#### [Problem to solve]
All of the entries below are to be copied word for word.

Stored data
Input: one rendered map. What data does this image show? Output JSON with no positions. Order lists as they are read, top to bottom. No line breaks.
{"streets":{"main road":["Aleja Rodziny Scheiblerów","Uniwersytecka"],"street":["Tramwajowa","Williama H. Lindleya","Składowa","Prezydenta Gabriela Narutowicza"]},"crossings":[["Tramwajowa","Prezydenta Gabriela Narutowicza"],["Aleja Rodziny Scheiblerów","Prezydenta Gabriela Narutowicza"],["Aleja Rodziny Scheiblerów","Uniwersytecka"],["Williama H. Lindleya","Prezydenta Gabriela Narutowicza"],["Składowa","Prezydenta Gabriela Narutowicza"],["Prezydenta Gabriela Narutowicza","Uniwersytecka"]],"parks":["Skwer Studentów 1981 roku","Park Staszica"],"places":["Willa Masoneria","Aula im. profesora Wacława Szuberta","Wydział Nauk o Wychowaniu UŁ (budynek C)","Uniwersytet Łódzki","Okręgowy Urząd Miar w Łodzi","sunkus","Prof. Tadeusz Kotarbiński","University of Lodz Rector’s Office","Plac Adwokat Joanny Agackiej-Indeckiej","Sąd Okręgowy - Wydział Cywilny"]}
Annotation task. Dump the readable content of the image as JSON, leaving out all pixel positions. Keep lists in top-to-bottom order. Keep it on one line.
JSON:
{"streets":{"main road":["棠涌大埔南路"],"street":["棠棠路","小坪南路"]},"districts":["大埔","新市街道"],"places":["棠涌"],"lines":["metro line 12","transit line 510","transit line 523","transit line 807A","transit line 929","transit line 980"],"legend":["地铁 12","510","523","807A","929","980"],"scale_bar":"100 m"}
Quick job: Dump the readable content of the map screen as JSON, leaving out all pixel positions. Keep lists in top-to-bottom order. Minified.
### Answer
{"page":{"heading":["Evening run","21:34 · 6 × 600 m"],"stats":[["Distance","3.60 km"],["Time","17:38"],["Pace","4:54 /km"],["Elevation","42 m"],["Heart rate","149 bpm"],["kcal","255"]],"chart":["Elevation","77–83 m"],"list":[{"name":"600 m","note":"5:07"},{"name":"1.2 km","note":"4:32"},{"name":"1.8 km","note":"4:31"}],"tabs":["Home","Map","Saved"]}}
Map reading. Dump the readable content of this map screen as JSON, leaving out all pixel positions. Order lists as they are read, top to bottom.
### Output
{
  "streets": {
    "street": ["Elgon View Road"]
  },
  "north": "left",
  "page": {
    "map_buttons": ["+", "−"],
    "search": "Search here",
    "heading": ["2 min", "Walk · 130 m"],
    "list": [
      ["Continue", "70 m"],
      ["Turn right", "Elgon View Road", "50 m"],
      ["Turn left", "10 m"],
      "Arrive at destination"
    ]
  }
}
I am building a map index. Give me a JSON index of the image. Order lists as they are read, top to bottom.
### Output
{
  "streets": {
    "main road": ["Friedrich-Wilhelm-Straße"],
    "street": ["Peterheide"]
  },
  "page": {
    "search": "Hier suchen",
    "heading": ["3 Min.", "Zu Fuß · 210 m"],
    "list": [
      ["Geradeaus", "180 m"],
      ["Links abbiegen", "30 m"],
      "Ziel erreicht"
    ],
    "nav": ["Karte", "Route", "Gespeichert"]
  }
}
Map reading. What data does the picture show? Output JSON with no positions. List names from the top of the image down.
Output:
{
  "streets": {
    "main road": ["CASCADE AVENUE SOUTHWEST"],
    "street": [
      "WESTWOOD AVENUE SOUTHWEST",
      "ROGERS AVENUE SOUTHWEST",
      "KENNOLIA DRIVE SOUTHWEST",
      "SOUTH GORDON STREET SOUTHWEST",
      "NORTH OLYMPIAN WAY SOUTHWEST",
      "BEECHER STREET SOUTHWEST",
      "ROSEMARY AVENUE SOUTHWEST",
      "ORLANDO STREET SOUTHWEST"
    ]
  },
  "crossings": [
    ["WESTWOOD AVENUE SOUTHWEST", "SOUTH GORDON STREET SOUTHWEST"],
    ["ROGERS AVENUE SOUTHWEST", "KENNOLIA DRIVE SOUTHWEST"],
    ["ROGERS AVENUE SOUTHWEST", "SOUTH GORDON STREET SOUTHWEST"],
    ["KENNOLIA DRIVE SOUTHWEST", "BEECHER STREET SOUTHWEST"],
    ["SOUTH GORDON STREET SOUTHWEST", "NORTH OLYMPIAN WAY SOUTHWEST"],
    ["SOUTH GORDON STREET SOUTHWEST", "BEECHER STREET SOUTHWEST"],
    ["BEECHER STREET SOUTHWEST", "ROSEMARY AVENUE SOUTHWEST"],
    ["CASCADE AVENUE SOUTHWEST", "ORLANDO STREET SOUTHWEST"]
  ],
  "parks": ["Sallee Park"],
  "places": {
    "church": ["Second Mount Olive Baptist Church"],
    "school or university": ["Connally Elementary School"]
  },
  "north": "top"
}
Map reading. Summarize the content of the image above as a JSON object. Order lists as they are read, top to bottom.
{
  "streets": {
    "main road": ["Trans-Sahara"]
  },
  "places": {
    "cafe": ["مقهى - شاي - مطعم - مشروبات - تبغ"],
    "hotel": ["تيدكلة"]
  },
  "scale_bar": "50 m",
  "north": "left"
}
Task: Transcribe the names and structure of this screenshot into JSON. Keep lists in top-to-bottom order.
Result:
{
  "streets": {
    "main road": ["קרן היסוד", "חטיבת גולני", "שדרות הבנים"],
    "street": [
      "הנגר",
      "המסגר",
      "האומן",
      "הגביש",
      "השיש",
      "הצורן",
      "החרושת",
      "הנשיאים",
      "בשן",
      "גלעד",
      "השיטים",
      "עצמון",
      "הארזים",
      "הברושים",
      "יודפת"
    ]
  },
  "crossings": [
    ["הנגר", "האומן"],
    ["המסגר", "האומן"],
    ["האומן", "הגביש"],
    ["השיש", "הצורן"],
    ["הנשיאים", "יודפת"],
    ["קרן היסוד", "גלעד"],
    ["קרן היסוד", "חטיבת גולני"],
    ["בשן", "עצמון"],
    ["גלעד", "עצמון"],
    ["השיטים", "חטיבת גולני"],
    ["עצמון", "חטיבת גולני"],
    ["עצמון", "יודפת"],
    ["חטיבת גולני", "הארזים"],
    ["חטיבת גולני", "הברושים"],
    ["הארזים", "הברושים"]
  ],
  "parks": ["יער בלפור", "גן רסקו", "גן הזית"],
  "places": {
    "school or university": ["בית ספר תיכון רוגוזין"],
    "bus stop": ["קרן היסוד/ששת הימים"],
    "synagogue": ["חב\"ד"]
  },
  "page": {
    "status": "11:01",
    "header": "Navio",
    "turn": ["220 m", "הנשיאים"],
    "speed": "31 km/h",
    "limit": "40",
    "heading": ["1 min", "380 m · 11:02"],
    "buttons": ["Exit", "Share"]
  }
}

#### [Result of this task]
Input: one rendered map. What data does this image show? Output JSON with no positions. Order lists as they are read, top to bottom. No line breaks.
{"streets":{"main road":["Aleja Rodziny Scheiblerów","Uniwersytecka"],"street":["Tramwajowa","Williama H. Lindleya","Składowa","Prezydenta Gabriela Narutowicza"]},"crossings":[["Tramwajowa","Prezydenta Gabriela Narutowicza"],["Aleja Rodziny Scheiblerów","Prezydenta Gabriela Narutowicza"],["Aleja Rodziny Scheiblerów","Uniwersytecka"],["Williama H. Lindleya","Prezydenta Gabriela Narutowicza"],["Składowa","Prezydenta Gabriela Narutowicza"],["Prezydenta Gabriela Narutowicza","Uniwersytecka"]],"parks":["Skwer Studentów 1981 roku","Park Staszica"],"places":["Willa Masoneria","Aula im. profesora Wacława Szuberta","Wydział Nauk o Wychowaniu UŁ (budynek C)","Uniwersytet Łódzki","Okręgowy Urząd Miar w Łodzi","sunkus","Prof. Tadeusz Kotarbiński","University of Lodz Rector’s Office","Plac Adwokat Joanny Agackiej-Indeckiej","Sąd Okręgowy - Wydział Cywilny"]}
Annotation task. Dump the readable content of the image as JSON, leaving out all pixel positions. Keep lists in top-to-bottom order. Keep it on one line.
JSON:
{"streets":{"main road":["棠涌大埔南路"],"street":["棠棠路","小坪南路"]},"districts":["大埔","新市街道"],"places":["棠涌"],"lines":["metro line 12","transit line 510","transit line 523","transit line 807A","transit line 929","transit line 980"],"legend":["地铁 12","510","523","807A","929","980"],"scale_bar":"100 m"}
Quick job: Dump the readable content of the map screen as JSON, leaving out all pixel positions. Keep lists in top-to-bottom order. Minified.
### Answer
{"page":{"heading":["Evening run","21:34 · 6 × 600 m"],"stats":[["Distance","3.60 km"],["Time","17:38"],["Pace","4:54 /km"],["Elevation","42 m"],["Heart rate","149 bpm"],["kcal","255"]],"chart":["Elevation","77–83 m"],"list":[{"name":"600 m","note":"5:07"},{"name":"1.2 km","note":"4:32"},{"name":"1.8 km","note":"4:31"}],"tabs":["Home","Map","Saved"]}}
Map reading. Dump the readable content of this map screen as JSON, leaving out all pixel positions. Order lists as they are read, top to bottom.
### Output
{
  "streets": {
    "street": ["Elgon View Road"]
  },
  "north": "left",
  "page": {
    "map_buttons": ["+", "−"],
    "search": "Search here",
    "heading": ["2 min", "Walk · 130 m"],
    "list": [
      ["Continue", "70 m"],
      ["Turn right", "Elgon View Road", "50 m"],
      ["Turn left", "10 m"],
      "Arrive at destination"
    ]
  }
}
I am building a map index. Give me a JSON index of the image. Order lists as they are read, top to bottom.
### Output
{
  "streets": {
    "main road": ["Friedrich-Wilhelm-Straße"],
    "street": ["Peterheide"]
  },
  "page": {
    "search": "Hier suchen",
    "heading": ["3 Min.", "Zu Fuß · 210 m"],
    "list": [
      ["Geradeaus", "180 m"],
      ["Links abbiegen", "30 m"],
      "Ziel erreicht"
    ],
    "nav": ["Karte", "Route", "Gespeichert"]
  }
}
Map reading. What data does the picture show? Output JSON with no positions. List names from the top of the image down.
Output:
{
  "streets": {
    "main road": ["CASCADE AVENUE SOUTHWEST"],
    "street": [
      "WESTWOOD AVENUE SOUTHWEST",
      "ROGERS AVENUE SOUTHWEST",
      "KENNOLIA DRIVE SOUTHWEST",
      "SOUTH GORDON STREET SOUTHWEST",
      "NORTH OLYMPIAN WAY SOUTHWEST",
      "BEECHER STREET SOUTHWEST",
      "ROSEMARY AVENUE SOUTHWEST",
      "ORLANDO STREET SOUTHWEST"
    ]
  },
  "crossings": [
    ["WESTWOOD AVENUE SOUTHWEST", "SOUTH GORDON STREET SOUTHWEST"],
    ["ROGERS AVENUE SOUTHWEST", "KENNOLIA DRIVE SOUTHWEST"],
    ["ROGERS AVENUE SOUTHWEST", "SOUTH GORDON STREET SOUTHWEST"],
    ["KENNOLIA DRIVE SOUTHWEST", "BEECHER STREET SOUTHWEST"],
    ["SOUTH GORDON STREET SOUTHWEST", "NORTH OLYMPIAN WAY SOUTHWEST"],
    ["SOUTH GORDON STREET SOUTHWEST", "BEECHER STREET SOUTHWEST"],
    ["BEECHER STREET SOUTHWEST", "ROSEMARY AVENUE SOUTHWEST"],
    ["CASCADE AVENUE SOUTHWEST", "ORLANDO STREET SOUTHWEST"]
  ],
  "parks": ["Sallee Park"],
  "places": {
    "church": ["Second Mount Olive Baptist Church"],
    "school or university": ["Connally Elementary School"]
  },
  "north": "top"
}
Map reading. Summarize the content of the image above as a JSON object. Order lists as they are read, top to bottom.
{
  "streets": {
    "main road": ["Trans-Sahara"]
  },
  "places": {
    "cafe": ["مقهى - شاي - مطعم - مشروبات - تبغ"],
    "hotel": ["تيدكلة"]
  },
  "scale_bar": "50 m",
  "north": "left"
}
Task: Transcribe the names and structure of this screenshot into JSON. Keep lists in top-to-bottom order.
Result:
{
  "streets": {
    "main road": ["קרן היסוד", "חטיבת גולני", "שדרות הבנים"],
    "street": [
      "הנגר",
      "המסגר",
      "האומן",
      "הגביש",
      "השיש",
      "הצורן",
      "החרושת",
      "הנשיאים",
      "בשן",
      "גלעד",
      "השיטים",
      "עצמון",
      "הארזים",
      "הברושים",
      "יודפת"
    ]
  },
  "crossings": [
    ["הנגר", "האומן"],
    ["המסגר", "האומן"],
    ["האומן", "הגביש"],
    ["השיש", "הצורן"],
    ["הנשיאים", "יודפת"],
    ["קרן היסוד", "גלעד"],
    ["קרן היסוד", "חטיבת גולני"],
    ["בשן", "עצמון"],
    ["גלעד", "עצמון"],
    ["השיטים", "חטיבת גולני"],
    ["עצמון", "חטיבת גולני"],
    ["עצמון", "יודפת"],
    ["חטיבת גולני", "הארזים"],
    ["חטיבת גולני", "הברושים"],
    ["הארזים", "הברושים"]
  ],
  "parks": ["יער בלפור", "גן רסקו", "גן הזית"],
  "places": {
    "school or university": ["בית ספר תיכון רוגוזין"],
    "bus stop": ["קרן היסוד/ששת הימים"],
    "synagogue": ["חב\"ד"]
  },
  "page": {
    "status": "11:01",
    "header": "Navio",
    "turn": ["220 m", "הנשיאים"],
    "speed": "31 km/h",
    "limit": "40",
    "heading": ["1 min", "380 m · 11:02"],
    "buttons": ["Exit", "Share"]
  }
}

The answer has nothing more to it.